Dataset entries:
====
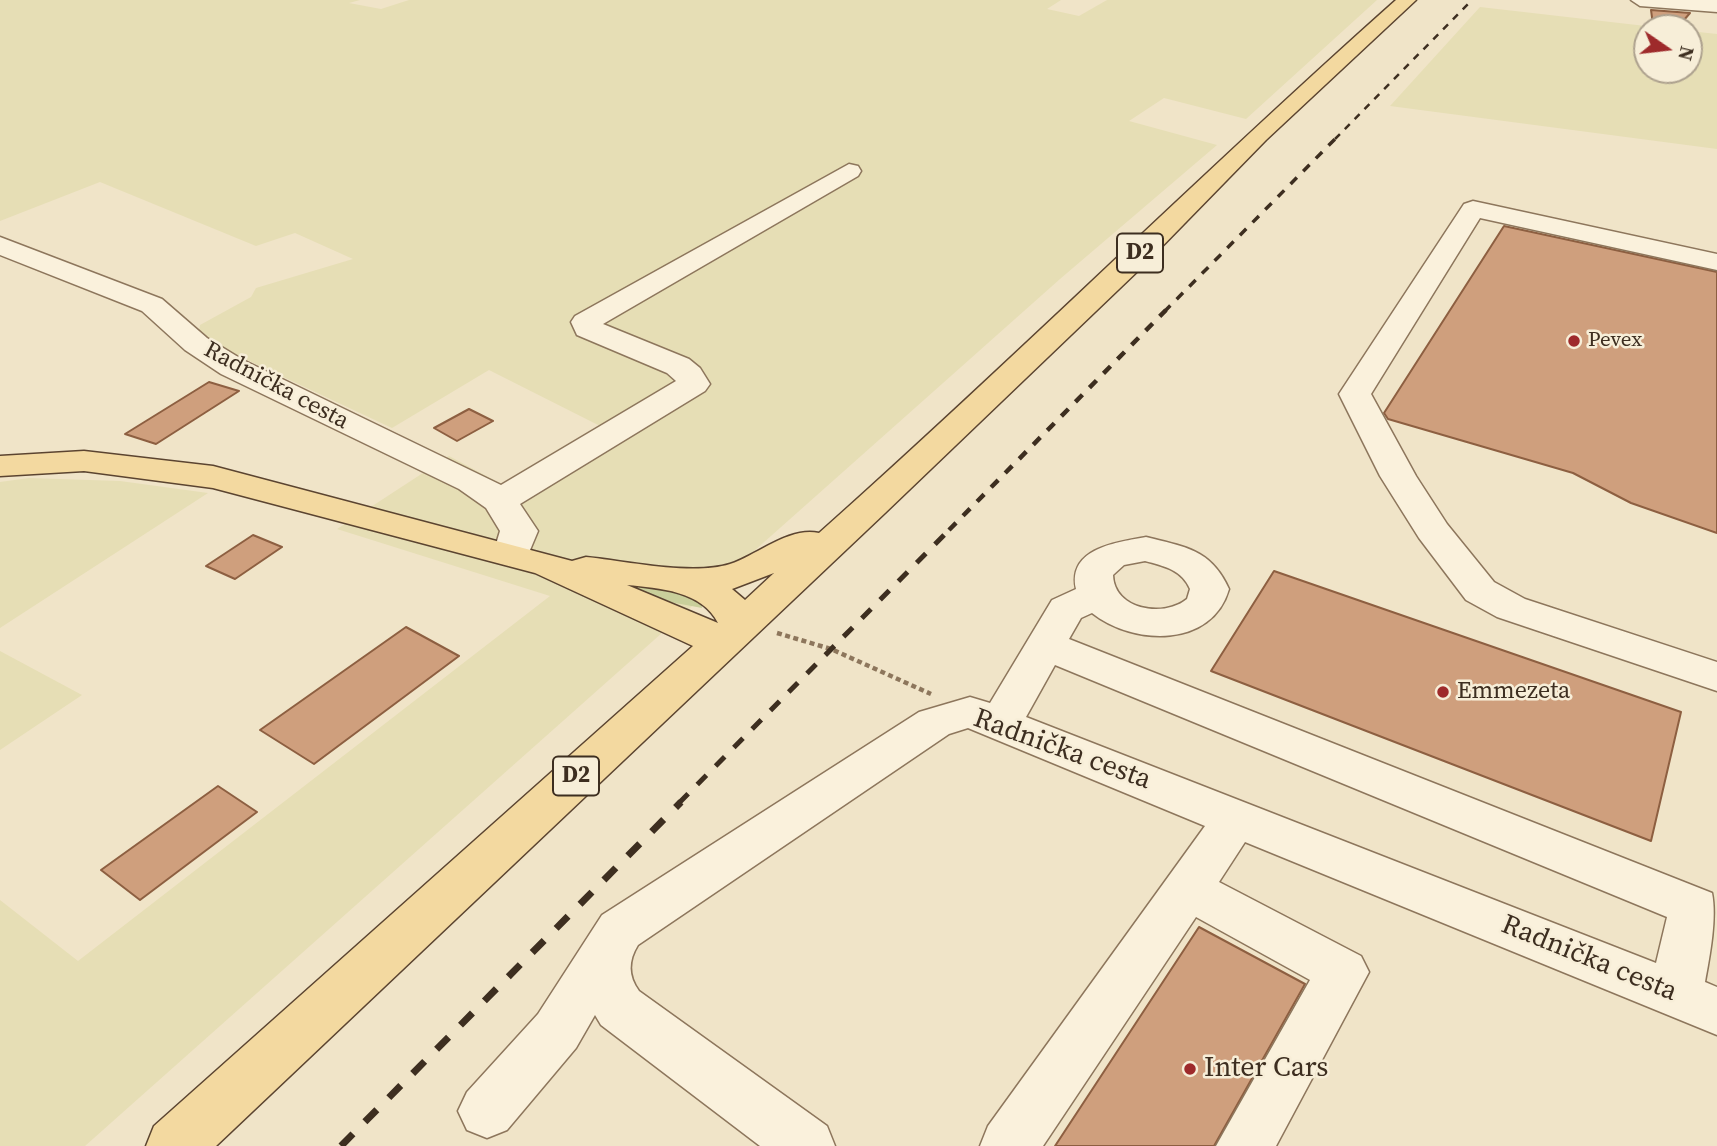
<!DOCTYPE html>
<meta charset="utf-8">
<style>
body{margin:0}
#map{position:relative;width:1717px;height:1146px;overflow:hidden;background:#f0e4c8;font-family:"Source Serif 4",serif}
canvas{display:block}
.north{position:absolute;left:1633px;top:14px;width:70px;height:70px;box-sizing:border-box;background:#f7eed8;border:2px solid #ada18e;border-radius:50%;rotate:104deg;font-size:19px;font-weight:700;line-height:28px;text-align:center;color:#3d2e20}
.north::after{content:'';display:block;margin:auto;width:24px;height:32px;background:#9e2a2b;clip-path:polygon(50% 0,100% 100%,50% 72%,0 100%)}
</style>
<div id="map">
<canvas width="1717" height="1146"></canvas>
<div class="north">N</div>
</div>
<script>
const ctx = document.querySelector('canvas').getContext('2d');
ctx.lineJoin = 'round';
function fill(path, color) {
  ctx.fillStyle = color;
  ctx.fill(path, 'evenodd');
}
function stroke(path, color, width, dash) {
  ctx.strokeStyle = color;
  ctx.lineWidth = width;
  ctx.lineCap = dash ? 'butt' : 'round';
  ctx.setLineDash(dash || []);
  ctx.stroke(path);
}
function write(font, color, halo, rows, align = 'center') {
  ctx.font = font + ' "Source Serif 4",serif';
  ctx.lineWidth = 5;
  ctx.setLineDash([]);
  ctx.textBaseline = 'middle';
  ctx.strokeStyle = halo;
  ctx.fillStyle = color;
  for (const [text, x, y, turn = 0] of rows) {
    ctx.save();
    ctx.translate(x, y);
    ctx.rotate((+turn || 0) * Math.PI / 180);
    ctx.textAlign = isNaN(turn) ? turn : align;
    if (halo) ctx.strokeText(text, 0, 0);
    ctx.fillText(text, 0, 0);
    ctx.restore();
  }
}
const farmland = new Path2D(`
 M0,0H360L349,3L381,9L409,0H1061L1047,9L1079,16L1107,0H1377L1246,119L1164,98L1129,121L1217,145L1060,279L85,1146H0V900L78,961L550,596L337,529L449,456L507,487L610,431L489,370L392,428L198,337L200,325L251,297L256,288L353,259L295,233L256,246L100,182L0,221Z
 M1480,7L1663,28H1647V70H1689V31L1717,34V149L1390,106Z
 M29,478L120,481L208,493L0,628V482Z
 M0,651L82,695L0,750Z`);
const green = new Path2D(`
 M624,581L650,584L701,600L702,608L670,602L624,585Z`);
const building = new Path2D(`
 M1651,10L1690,13L1678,27L1653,25Z
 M1504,226L1717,272V533L1631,503L1573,473L1388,419L1384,413Z
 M209,382L239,391L156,444L125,434Z
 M469,409L493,421L457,441L434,428Z
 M253,535L282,547L235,579L206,566Z
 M1274,571L1681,712L1651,841L1211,671Z
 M406,627L459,656L314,764L260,730Z
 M218,786L257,812L140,900L101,870Z
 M1199,927L1305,984L1214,1146H1055Z`);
const path = new Path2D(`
 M777,633L831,649L931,694`);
const minor = new Path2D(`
 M1631,0H1717V12L1640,6Z
 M849,164L858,166L861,171L858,176L603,324L689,359L700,368L710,384L705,391L520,504L538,531L525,562L512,566L499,562L493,554L500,531L486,508L459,489L221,374L185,350L142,311L0,255V237L162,299L207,338L243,360L501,485L676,381L667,373L577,335L571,322L575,316Z
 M1473,201L1717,254V270L1480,218L1371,394L1416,476L1447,524L1494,582L1525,599L1717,662V691L1497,617L1466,600L1419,538L1380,476L1339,394L1464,204Z
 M1146,537C1185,547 1211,549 1229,589C1212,648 1134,646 1092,613L1081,618L1069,639L1712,893C1717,918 1710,955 1705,982L1717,987V1035L1245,842L1219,882L1361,956L1369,972L1276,1146H1216L1310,980L1196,917L1043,1146H980L988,1126L1205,826L968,728L949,734L638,945C628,961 628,976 639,991L827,1126L835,1146H760L601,1025L595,1015L576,1048L507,1130L487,1138L467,1130L458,1111L467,1092L538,1014L602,915L919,712L970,697L990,703L1052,600L1076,589C1067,548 1118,542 1146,537ZM1145,561C1164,566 1182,570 1190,589L1187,599C1164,618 1114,610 1113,575L1124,565ZM1055,665L1667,917L1656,963L1026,717Z`);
const major = new Path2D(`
 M1396,0H1416L1266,140L1142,267L885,513L216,1146H146L154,1126L693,646L535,573L213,488L84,471L0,476V456L84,451L213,466L572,561L586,557C627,561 692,576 730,564C757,555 790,526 819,533C1015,359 1200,174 1396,0ZM774,573L745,600L732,589ZM627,585C659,588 702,591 718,623Z`);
const railFar4 = new Path2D(`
 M1335,139L1472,0`);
const railFar3 = new Path2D(`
 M1164,312L1337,137`);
const railFar2 = new Path2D(`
 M949,530L1166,310`);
const railFar1 = new Path2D(`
 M679,803L951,528`);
const rail = new Path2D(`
 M341,1146L681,802`);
const markers = [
 [1574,341,7,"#9e2a2b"],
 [1443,692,7,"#9e2a2b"],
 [1190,1069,7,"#9e2a2b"]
];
const farPoinames = [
 ["Pevex",1588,341]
];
const shields = [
 [1140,253,46],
 [576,776,46]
];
const shieldNames = [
 ["D2",1140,253],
 ["D2",576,776]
];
const streetNames = [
 ["Radnička cesta",276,386,28]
];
const poiNames = [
 ["Emmezeta",1457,692]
];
const nearStreetnames = [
 ["Radnička cesta",1062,750,20],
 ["Radnička cesta",1589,959,22]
];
const nearPoinames = [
 ["Inter Cars",1204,1069]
];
fill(farmland, '#e6deb5');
fill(green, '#c9cf9b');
fill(building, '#cf9f7d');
stroke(building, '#8d5f41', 2);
stroke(minor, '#8d765c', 3);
stroke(major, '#5b4430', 3);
stroke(path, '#8d765c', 4.5, [5, 3.5]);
fill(minor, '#faf1dc');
fill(major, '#f3d9a0');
stroke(railFar4, '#3d2e20', 2.5, [7, 7]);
stroke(railFar3, '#3d2e20', 3.5, [9, 9]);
stroke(railFar2, '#3d2e20', 4.5, [10, 10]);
stroke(railFar1, '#3d2e20', 5, [13, 13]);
stroke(rail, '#3d2e20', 7, [17, 17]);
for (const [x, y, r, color] of markers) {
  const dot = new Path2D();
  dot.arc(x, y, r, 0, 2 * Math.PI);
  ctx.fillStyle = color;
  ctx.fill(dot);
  stroke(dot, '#f7eed8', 2.5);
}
write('21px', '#3d2e20', '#f7eed8', farPoinames, 'left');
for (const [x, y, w] of shields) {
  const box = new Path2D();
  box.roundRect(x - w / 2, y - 19.5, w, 39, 5);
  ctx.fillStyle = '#f7eed8';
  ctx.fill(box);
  stroke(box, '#3d2e20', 2);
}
write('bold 23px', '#3d2e20', null, shieldNames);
write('24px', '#3d2e20', '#f7eed8', streetNames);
write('24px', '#3d2e20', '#f7eed8', poiNames, 'left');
write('28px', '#3d2e20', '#f7eed8', nearStreetnames);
write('28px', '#3d2e20', '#f7eed8', nearPoinames, 'left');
</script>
====
Work to be completed: Which of the lines above include the word "function"? List those lines.

Exercise response:
function fill(path, color) {
function stroke(path, color, width, dash) {
function write(font, color, halo, rows, align = 'center') {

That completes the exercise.